**Records from a data source:**
*** Begin section ***

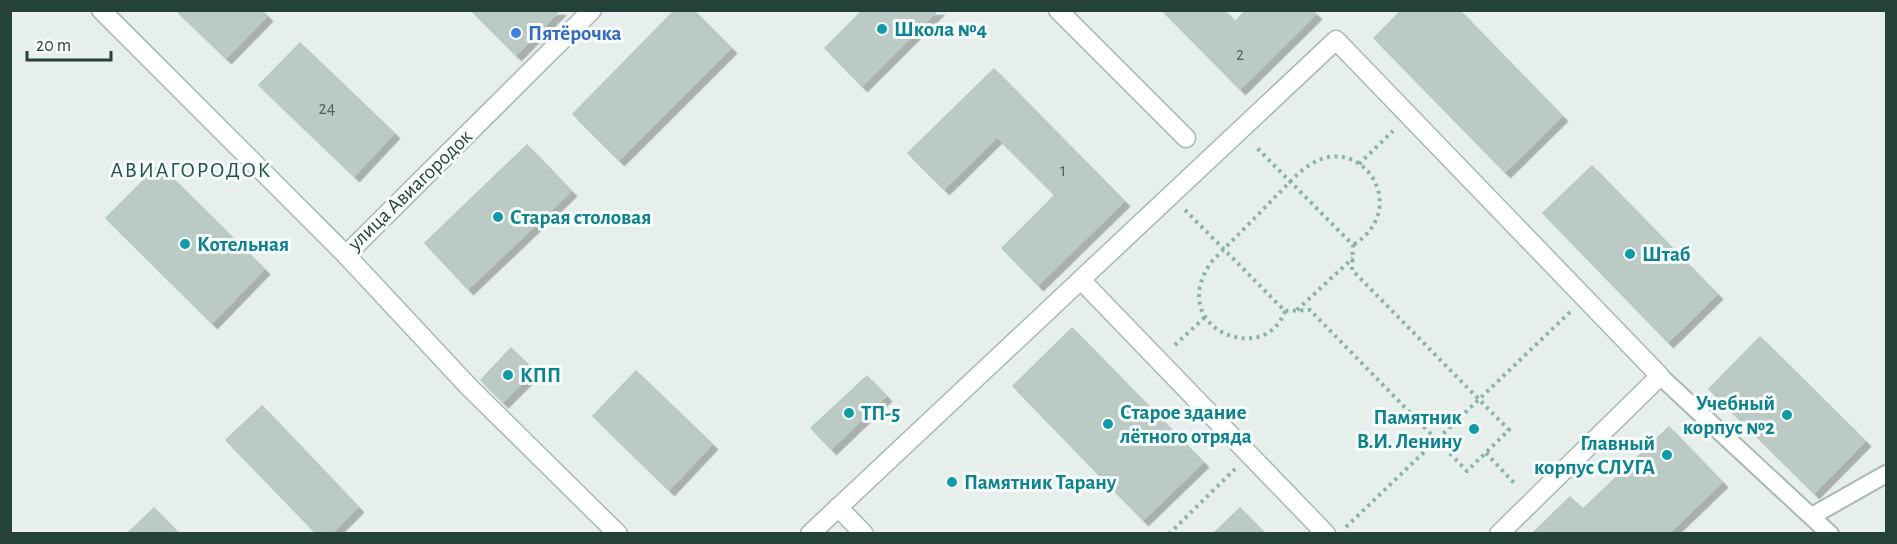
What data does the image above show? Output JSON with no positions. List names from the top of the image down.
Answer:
{
  "streets": {
    "street": ["улица Авиагородок"]
  },
  "districts": ["АВИАГОРОДОК"],
  "places": [
    "Школа №4",
    "Пятёрочка",
    "Старая столовая",
    "Котельная",
    "Штаб",
    "КПП",
    "ТП-5",
    "Учебный корпус №2",
    "Старое здание лётного отряда",
    "Памятник В.И. Ленину",
    "Главный корпус СЛУГА",
    "Памятник Тарану"
  ],
  "house_numbers": ["2", "24", "1"],
  "scale_bar": "20 m"
}
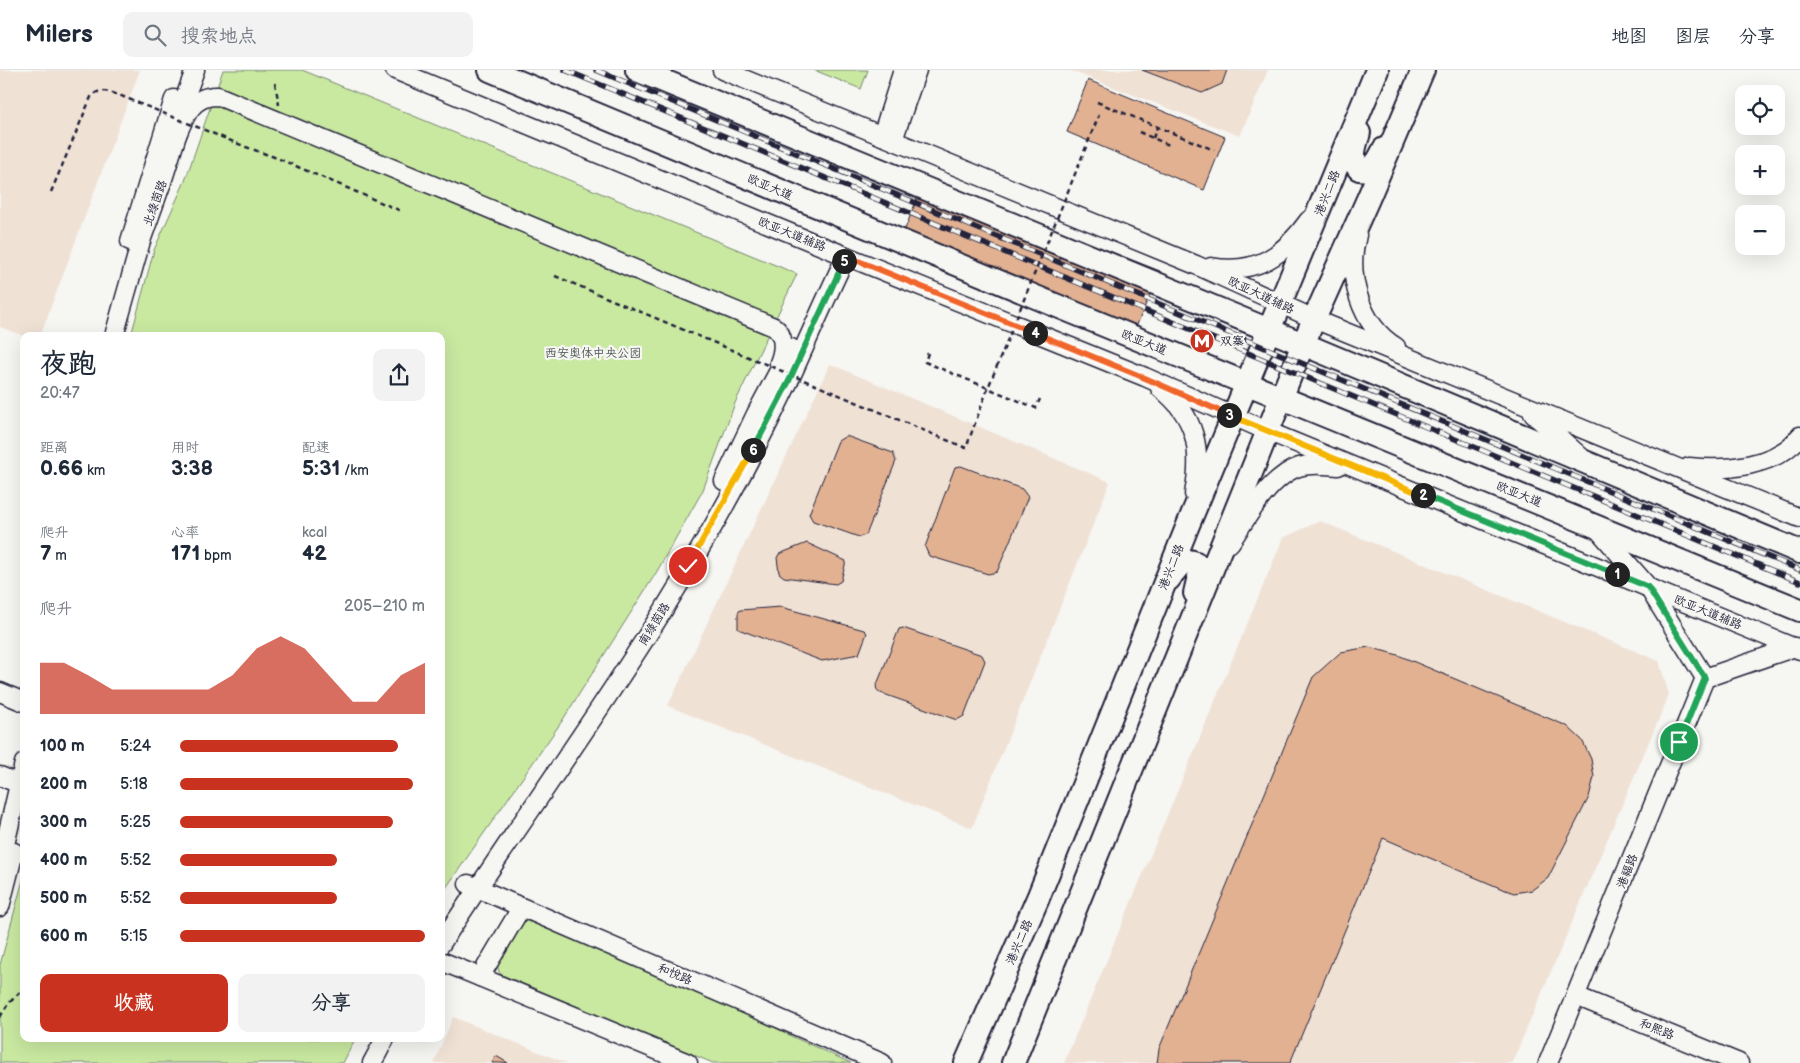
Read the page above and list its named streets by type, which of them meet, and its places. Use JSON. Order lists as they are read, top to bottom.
{
  "streets": {
    "main road": ["欧亚大道", "港兴二路"],
    "street": [
      "北绿茵路",
      "欧亚大道辅路",
      "南绿茵路",
      "港福路",
      "和悦路",
      "和熙路"
    ]
  },
  "crossings": [
    ["欧亚大道", "港兴二路"],
    ["港兴二路", "欧亚大道辅路"],
    ["欧亚大道辅路", "南绿茵路"],
    ["南绿茵路", "和悦路"],
    ["港福路", "和熙路"]
  ],
  "parks": ["西安奥体中央公园"],
  "places": {
    "metro station": ["双寨"]
  },
  "page": {
    "header": "Milers",
    "search": "搜索地点",
    "nav": ["地图", "图层", "分享"],
    "map_buttons": ["+", "−"],
    "pins": [
      "5",
      "4",
      "3",
      "6",
      "2",
      "1"
    ],
    "heading": ["夜跑", "20:47"],
    "stats": [
      ["距离", "0.66 km"],
      ["用时", "3:38"],
      ["配速", "5:31 /km"],
      ["爬升", "7 m"],
      ["心率", "171 bpm"],
      ["kcal", "42"]
    ],
    "chart": ["爬升", "205–210 m"],
    "list": [
      {
        "name": "100 m",
        "note": "5:24"
      },
      {
        "name": "200 m",
        "note": "5:18"
      },
      {
        "name": "300 m",
        "note": "5:25"
      },
      {
        "name": "400 m",
        "note": "5:52"
      },
      {
        "name": "500 m",
        "note": "5:52"
      },
      {
        "name": "600 m",
        "note": "5:15"
      }
    ],
    "buttons": ["收藏", "分享"]
  }
}
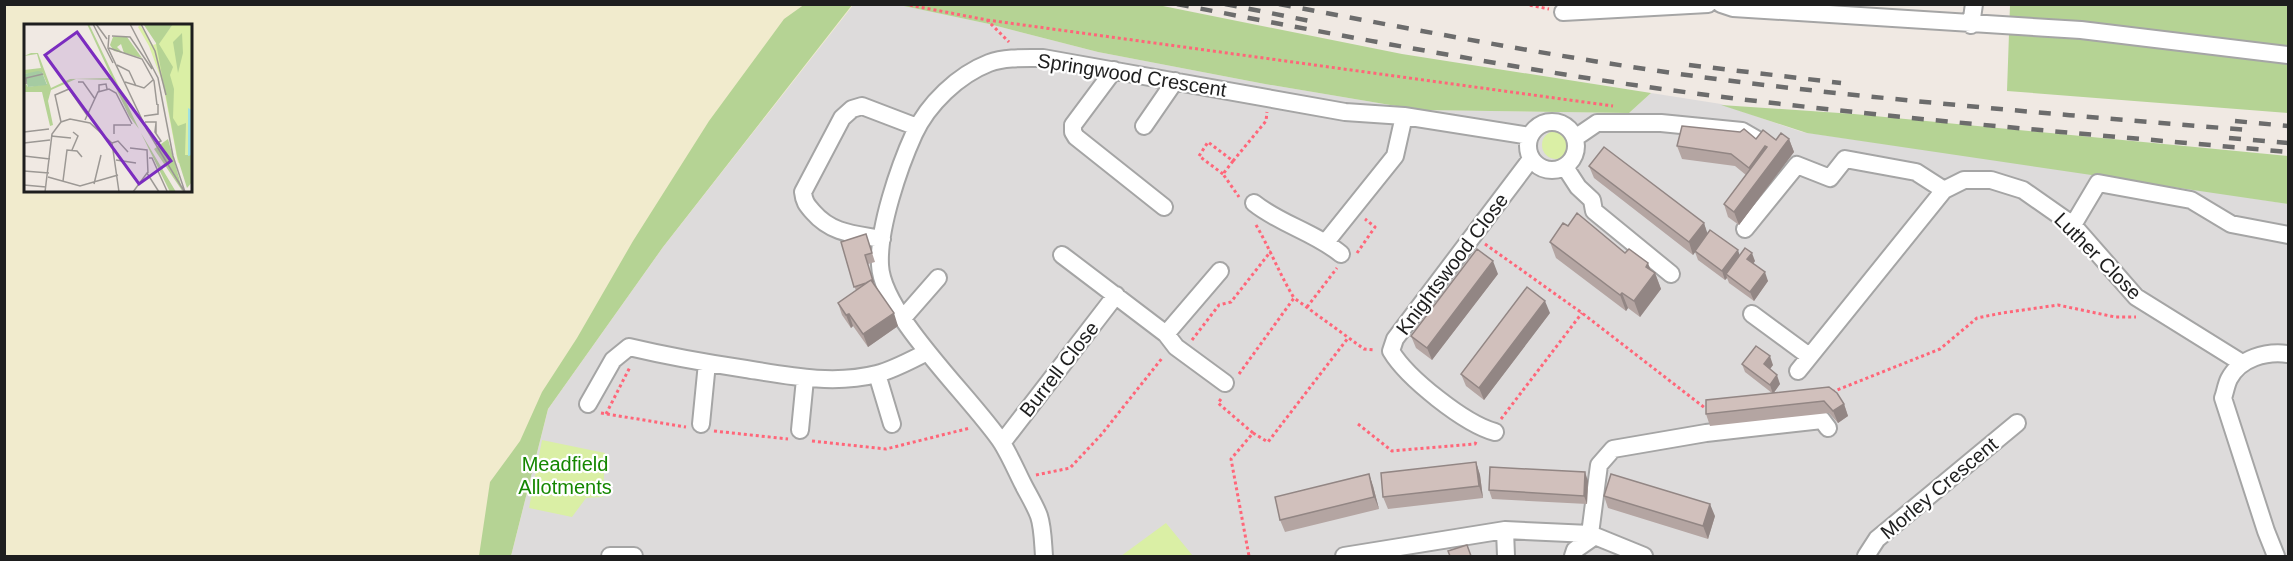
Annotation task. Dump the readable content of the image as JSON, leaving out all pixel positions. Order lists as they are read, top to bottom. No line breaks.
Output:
{"streets":{"street":["Springwood Crescent","Luther Close","Knightswood Close","Burrell Close","Morley Crescent"]},"crossings":[["Springwood Crescent","Knightswood Close"],["Springwood Crescent","Burrell Close"]],"parks":["Meadfield Allotments"]}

*** End section ***

**TASK PROMPT:**
Although the records contain pictures, your copy should hold only the text, reproduced exactly.

**SOLUTION TO THIS TASK:**
What data does the image above show? Output JSON with no positions. List names from the top of the image down.
Answer:
{
  "streets": {
    "street": ["улица Авиагородок"]
  },
  "districts": ["АВИАГОРОДОК"],
  "places": [
    "Школа №4",
    "Пятёрочка",
    "Старая столовая",
    "Котельная",
    "Штаб",
    "КПП",
    "ТП-5",
    "Учебный корпус №2",
    "Старое здание лётного отряда",
    "Памятник В.И. Ленину",
    "Главный корпус СЛУГА",
    "Памятник Тарану"
  ],
  "house_numbers": ["2", "24", "1"],
  "scale_bar": "20 m"
}
Read the page above and list its named streets by type, which of them meet, and its places. Use JSON. Order lists as they are read, top to bottom.
{
  "streets": {
    "main road": ["欧亚大道", "港兴二路"],
    "street": [
      "北绿茵路",
      "欧亚大道辅路",
      "南绿茵路",
      "港福路",
      "和悦路",
      "和熙路"
    ]
  },
  "crossings": [
    ["欧亚大道", "港兴二路"],
    ["港兴二路", "欧亚大道辅路"],
    ["欧亚大道辅路", "南绿茵路"],
    ["南绿茵路", "和悦路"],
    ["港福路", "和熙路"]
  ],
  "parks": ["西安奥体中央公园"],
  "places": {
    "metro station": ["双寨"]
  },
  "page": {
    "header": "Milers",
    "search": "搜索地点",
    "nav": ["地图", "图层", "分享"],
    "map_buttons": ["+", "−"],
    "pins": [
      "5",
      "4",
      "3",
      "6",
      "2",
      "1"
    ],
    "heading": ["夜跑", "20:47"],
    "stats": [
      ["距离", "0.66 km"],
      ["用时", "3:38"],
      ["配速", "5:31 /km"],
      ["爬升", "7 m"],
      ["心率", "171 bpm"],
      ["kcal", "42"]
    ],
    "chart": ["爬升", "205–210 m"],
    "list": [
      {
        "name": "100 m",
        "note": "5:24"
      },
      {
        "name": "200 m",
        "note": "5:18"
      },
      {
        "name": "300 m",
        "note": "5:25"
      },
      {
        "name": "400 m",
        "note": "5:52"
      },
      {
        "name": "500 m",
        "note": "5:52"
      },
      {
        "name": "600 m",
        "note": "5:15"
      }
    ],
    "buttons": ["收藏", "分享"]
  }
}
Annotation task. Dump the readable content of the image as JSON, leaving out all pixel positions. Order lists as they are read, top to bottom. No line breaks.
Output:
{"streets":{"street":["Springwood Crescent","Luther Close","Knightswood Close","Burrell Close","Morley Crescent"]},"crossings":[["Springwood Crescent","Knightswood Close"],["Springwood Crescent","Burrell Close"]],"parks":["Meadfield Allotments"]}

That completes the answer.